**Task item:** I need every line that includes the word "Tangerine" copied from the material.

**Given information:**
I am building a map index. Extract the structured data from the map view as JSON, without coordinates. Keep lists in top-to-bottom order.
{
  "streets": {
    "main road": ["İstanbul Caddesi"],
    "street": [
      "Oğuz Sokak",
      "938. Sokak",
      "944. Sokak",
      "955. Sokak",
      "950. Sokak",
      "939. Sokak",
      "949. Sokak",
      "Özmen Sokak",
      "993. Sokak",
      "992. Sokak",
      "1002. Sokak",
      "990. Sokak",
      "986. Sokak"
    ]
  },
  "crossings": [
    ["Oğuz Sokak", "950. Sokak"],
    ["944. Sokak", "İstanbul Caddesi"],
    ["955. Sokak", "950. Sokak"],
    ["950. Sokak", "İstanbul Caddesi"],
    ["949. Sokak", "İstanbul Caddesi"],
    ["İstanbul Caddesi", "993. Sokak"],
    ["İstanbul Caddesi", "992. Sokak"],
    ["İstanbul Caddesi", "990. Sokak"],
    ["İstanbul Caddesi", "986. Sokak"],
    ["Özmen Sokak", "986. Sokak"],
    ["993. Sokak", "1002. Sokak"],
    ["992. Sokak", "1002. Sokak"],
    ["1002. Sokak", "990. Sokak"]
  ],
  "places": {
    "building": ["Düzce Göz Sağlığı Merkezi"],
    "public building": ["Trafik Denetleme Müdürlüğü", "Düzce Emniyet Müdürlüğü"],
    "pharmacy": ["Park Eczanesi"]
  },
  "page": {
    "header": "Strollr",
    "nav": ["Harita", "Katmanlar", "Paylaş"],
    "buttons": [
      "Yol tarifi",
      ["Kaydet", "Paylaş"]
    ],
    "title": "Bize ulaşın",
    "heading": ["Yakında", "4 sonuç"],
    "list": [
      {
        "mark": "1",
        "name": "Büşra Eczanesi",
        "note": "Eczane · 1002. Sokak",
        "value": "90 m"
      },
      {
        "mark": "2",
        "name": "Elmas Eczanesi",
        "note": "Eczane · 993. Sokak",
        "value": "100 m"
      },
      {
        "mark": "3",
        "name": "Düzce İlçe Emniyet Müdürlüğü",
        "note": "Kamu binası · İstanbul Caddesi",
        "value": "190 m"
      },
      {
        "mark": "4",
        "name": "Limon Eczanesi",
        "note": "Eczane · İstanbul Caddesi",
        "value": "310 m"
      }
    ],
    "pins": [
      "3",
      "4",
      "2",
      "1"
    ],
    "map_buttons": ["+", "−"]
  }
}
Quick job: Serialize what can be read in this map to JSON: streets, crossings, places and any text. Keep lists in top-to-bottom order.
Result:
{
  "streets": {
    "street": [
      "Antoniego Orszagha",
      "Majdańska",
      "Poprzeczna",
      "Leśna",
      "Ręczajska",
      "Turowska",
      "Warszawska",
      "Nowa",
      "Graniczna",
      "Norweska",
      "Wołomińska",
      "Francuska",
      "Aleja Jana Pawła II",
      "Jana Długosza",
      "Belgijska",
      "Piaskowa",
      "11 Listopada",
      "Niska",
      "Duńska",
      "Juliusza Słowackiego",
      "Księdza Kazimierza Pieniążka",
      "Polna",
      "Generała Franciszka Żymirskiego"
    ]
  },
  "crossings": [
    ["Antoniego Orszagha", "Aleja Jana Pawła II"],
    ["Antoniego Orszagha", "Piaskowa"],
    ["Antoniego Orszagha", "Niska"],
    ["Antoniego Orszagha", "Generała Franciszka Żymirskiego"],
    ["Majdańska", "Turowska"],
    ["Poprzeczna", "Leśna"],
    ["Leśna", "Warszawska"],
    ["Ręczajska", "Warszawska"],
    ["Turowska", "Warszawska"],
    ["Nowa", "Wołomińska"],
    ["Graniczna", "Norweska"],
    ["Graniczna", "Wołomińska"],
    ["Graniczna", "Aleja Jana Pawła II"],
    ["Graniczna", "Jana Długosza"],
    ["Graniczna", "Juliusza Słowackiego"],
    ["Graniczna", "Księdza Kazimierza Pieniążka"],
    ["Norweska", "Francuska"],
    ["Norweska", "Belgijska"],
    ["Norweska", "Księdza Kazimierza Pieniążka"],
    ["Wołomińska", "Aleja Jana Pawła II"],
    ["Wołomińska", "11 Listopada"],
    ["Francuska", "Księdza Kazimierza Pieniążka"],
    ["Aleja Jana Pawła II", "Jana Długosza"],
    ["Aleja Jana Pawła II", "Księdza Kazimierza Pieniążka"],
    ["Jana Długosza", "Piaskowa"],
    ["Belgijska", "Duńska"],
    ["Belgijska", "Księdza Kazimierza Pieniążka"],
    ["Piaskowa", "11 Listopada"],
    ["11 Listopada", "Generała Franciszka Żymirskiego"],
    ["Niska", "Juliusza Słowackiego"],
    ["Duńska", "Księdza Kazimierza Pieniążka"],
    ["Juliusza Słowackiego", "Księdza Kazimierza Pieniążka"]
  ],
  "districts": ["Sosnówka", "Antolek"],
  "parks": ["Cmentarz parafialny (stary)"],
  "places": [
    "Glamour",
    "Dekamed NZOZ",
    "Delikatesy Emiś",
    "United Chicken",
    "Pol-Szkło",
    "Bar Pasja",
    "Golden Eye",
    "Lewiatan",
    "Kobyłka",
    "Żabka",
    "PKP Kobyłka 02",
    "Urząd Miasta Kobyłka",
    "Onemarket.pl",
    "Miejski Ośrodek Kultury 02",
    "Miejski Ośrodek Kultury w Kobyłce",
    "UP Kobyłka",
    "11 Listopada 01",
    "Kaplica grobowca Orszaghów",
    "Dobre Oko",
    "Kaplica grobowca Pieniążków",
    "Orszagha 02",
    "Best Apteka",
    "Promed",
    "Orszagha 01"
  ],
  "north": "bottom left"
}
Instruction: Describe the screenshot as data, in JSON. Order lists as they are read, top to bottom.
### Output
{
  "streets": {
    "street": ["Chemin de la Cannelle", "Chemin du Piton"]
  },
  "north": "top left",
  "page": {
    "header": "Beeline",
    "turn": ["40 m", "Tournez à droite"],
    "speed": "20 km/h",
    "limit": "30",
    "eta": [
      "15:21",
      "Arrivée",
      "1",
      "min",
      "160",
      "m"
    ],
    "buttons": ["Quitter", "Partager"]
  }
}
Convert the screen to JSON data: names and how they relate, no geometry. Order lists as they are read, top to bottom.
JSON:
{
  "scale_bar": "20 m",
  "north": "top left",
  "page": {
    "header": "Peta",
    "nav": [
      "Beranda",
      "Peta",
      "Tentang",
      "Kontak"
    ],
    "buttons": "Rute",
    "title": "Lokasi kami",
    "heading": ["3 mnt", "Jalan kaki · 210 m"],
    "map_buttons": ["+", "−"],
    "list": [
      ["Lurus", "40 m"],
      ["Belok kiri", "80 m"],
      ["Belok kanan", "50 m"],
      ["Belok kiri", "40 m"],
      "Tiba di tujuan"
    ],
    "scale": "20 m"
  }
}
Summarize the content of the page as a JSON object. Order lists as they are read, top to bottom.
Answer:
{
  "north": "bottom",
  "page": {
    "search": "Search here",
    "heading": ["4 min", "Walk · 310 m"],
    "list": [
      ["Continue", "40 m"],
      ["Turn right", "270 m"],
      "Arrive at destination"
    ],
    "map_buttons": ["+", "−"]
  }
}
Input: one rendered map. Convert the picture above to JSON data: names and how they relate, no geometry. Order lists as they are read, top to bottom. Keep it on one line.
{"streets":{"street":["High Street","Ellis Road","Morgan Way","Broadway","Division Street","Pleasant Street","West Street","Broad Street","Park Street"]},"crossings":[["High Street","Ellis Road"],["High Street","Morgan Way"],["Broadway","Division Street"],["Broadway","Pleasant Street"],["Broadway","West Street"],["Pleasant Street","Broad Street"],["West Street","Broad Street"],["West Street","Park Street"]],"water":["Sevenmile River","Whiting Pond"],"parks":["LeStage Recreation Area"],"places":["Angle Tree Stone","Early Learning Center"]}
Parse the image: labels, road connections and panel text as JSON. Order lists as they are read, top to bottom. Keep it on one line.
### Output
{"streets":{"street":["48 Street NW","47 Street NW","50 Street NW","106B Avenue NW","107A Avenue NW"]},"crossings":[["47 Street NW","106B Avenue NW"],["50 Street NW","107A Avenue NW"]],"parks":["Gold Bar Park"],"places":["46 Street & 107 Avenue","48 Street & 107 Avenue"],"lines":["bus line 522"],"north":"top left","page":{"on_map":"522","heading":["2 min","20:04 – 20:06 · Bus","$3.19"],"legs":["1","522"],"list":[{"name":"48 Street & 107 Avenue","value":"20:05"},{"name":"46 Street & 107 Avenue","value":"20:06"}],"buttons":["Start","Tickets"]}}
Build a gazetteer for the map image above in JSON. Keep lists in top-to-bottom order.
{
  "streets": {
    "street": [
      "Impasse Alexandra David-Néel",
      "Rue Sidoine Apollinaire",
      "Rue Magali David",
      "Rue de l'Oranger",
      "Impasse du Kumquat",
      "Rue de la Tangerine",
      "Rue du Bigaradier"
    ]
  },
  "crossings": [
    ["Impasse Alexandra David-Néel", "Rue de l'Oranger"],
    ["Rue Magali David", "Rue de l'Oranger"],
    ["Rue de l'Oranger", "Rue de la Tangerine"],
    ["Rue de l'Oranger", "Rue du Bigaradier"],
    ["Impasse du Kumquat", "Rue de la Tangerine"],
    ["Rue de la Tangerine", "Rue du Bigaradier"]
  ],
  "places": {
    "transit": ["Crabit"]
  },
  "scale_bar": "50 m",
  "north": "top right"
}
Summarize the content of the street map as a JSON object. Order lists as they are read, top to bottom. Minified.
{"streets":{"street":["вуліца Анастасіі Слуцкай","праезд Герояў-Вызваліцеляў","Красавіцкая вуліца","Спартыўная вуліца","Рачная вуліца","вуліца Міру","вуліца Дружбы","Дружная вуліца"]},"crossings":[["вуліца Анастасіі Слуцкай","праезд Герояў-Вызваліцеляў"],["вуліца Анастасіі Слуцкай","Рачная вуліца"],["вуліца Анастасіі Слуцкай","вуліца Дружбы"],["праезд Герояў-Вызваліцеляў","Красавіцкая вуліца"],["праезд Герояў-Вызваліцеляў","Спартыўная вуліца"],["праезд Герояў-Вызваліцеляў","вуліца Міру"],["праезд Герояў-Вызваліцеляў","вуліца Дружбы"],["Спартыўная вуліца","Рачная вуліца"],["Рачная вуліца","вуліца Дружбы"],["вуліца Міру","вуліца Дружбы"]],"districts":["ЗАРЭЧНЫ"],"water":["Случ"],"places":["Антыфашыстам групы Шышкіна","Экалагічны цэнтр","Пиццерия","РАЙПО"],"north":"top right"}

**Response area:**
      "Rue de la Tangerine",
    ["Rue de l'Oranger", "Rue de la Tangerine"],
    ["Impasse du Kumquat", "Rue de la Tangerine"],
    ["Rue de la Tangerine", "Rue du Bigaradier"]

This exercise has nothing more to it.